• ACTION ITEM:
All lines holding the string "picture" should be copied from the data below.

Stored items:
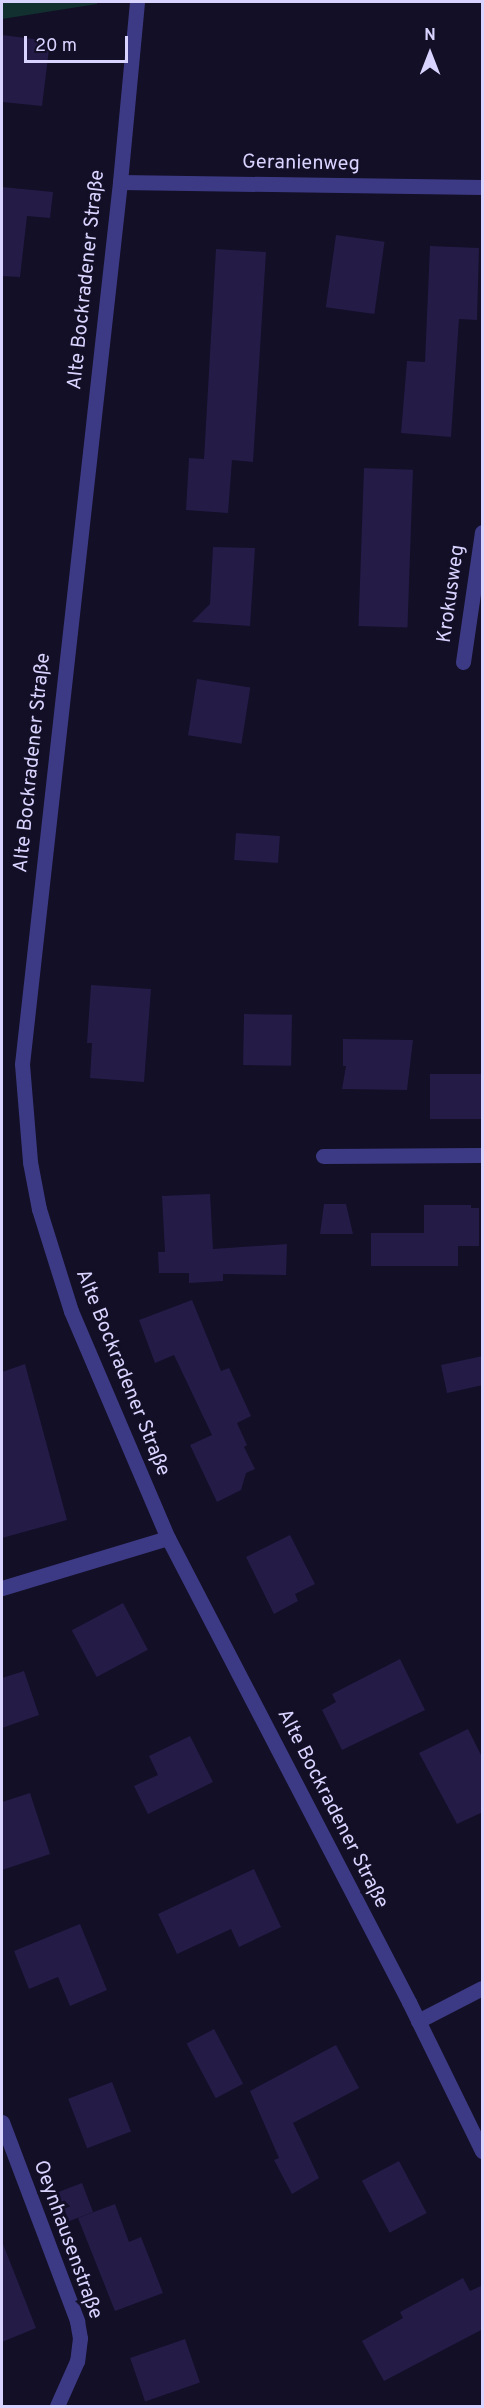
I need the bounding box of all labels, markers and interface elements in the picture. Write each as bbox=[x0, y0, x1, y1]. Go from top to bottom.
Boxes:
scale bar bbox=[27, 24, 130, 62]
north arrow bbox=[400, 24, 460, 84]
text: N bbox=[424, 26, 436, 46]
text: 20 m bbox=[35, 35, 77, 58]
street label: Geranienweg bbox=[242, 151, 360, 177]
street label: Alte Bockradener Straße bbox=[64, 169, 110, 391]
street label: Krokusweg bbox=[433, 543, 471, 645]
street label: Alte Bockradener Straße bbox=[10, 652, 56, 874]
street label: Alte Bockradener Straße bbox=[70, 1266, 174, 1480]
street label: Alte Bockradener Straße bbox=[271, 1705, 393, 1913]
street label: Oeynhausenstraße bbox=[27, 2157, 107, 2323]

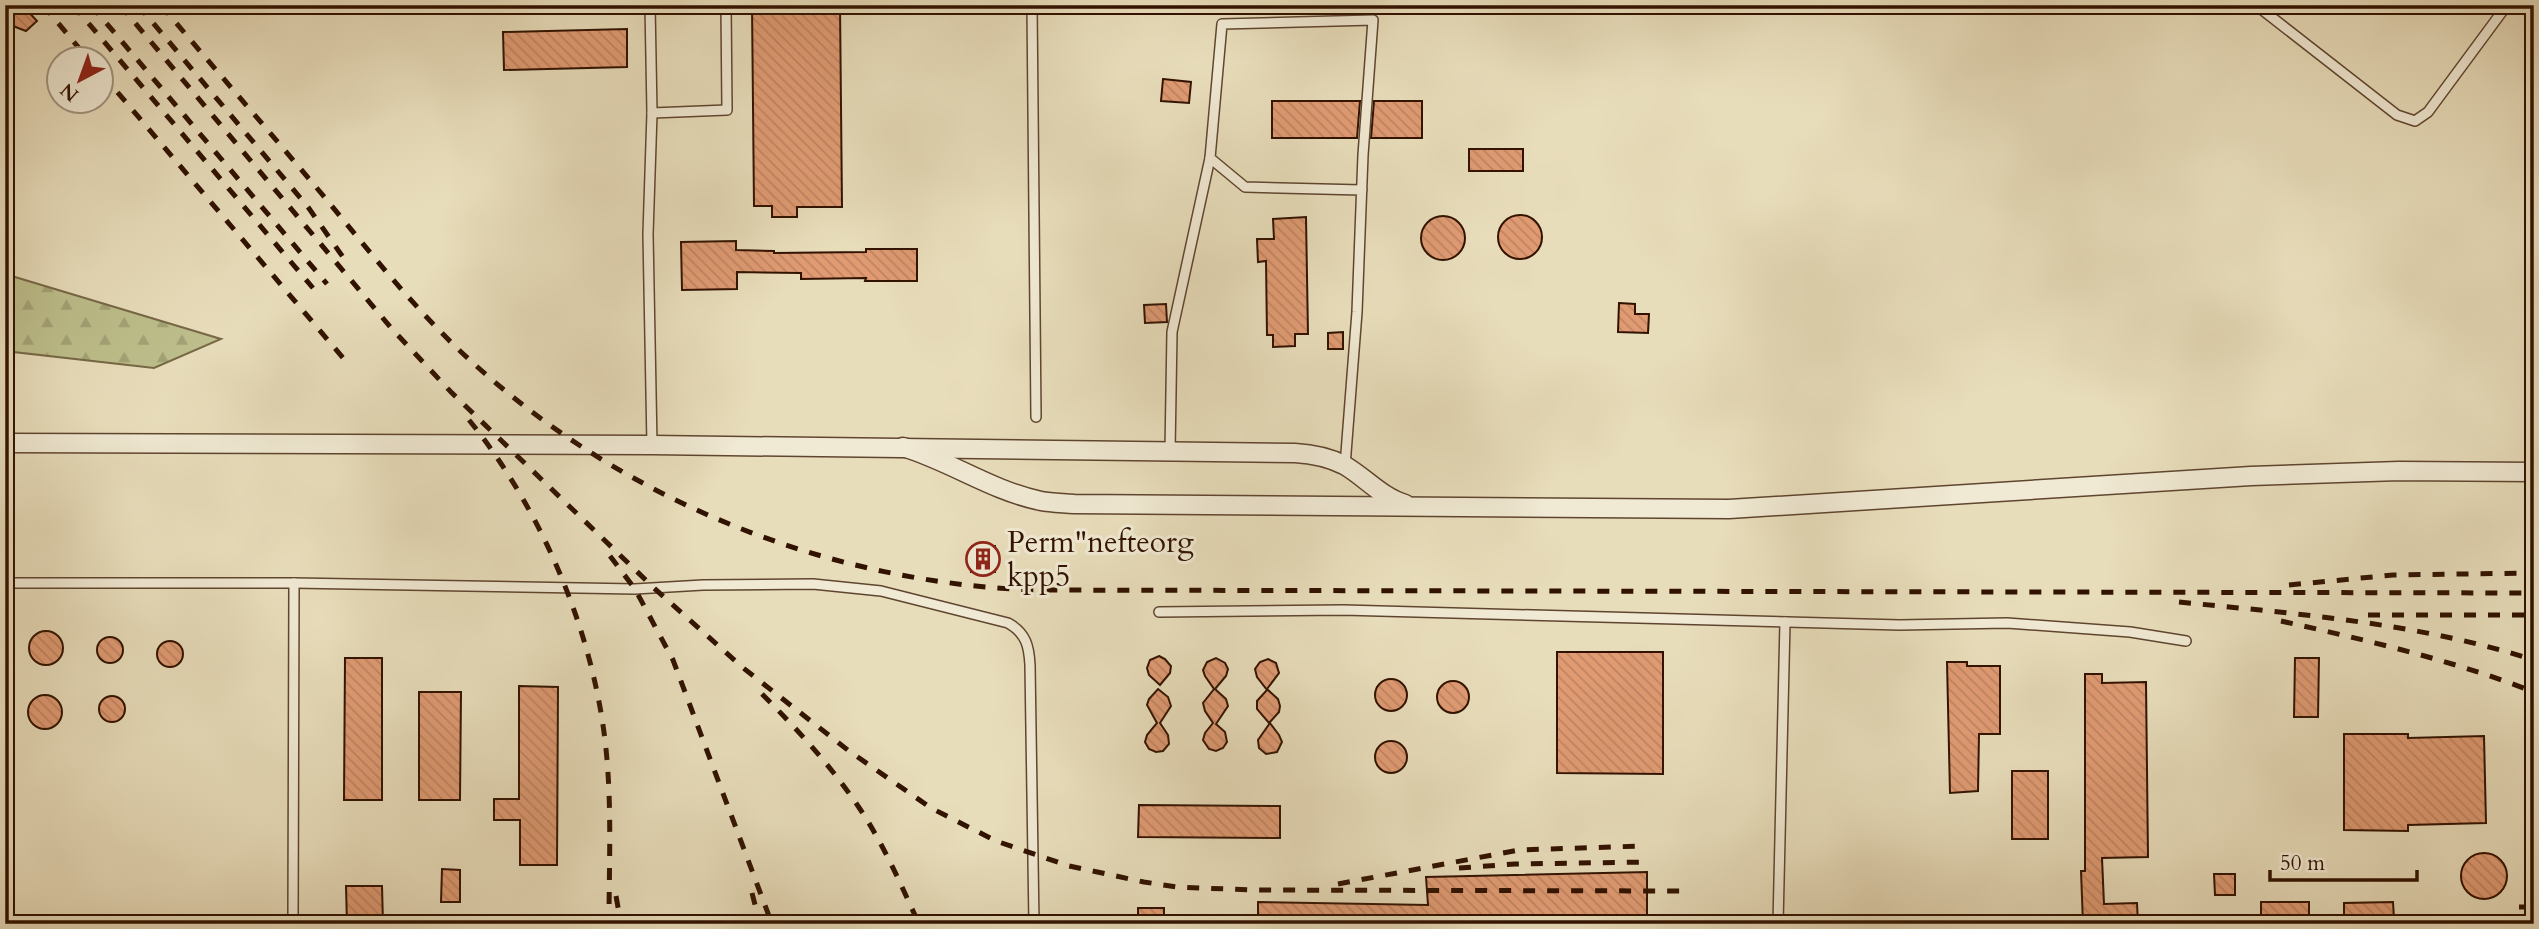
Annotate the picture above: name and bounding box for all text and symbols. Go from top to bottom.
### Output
north arrow [46,46,116,116]
text: N [54,77,84,107]
place label: Perm"nefteorg kpp5 [1007,522,1194,597]
building icon: Perm"nefteorg kpp5 [964,540,1002,578]
scale bar [2270,838,2416,882]
text: 50 m [2280,849,2325,878]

• SOLUTION FOR THIS TASK:
I need the bounding box of all labels, markers and interface elements in the picture. Write each as bbox=[x0, y0, x1, y1]. Go from top to bottom.
Annotate the picture above: name and bounding box for all text and symbols. Go from top to bottom.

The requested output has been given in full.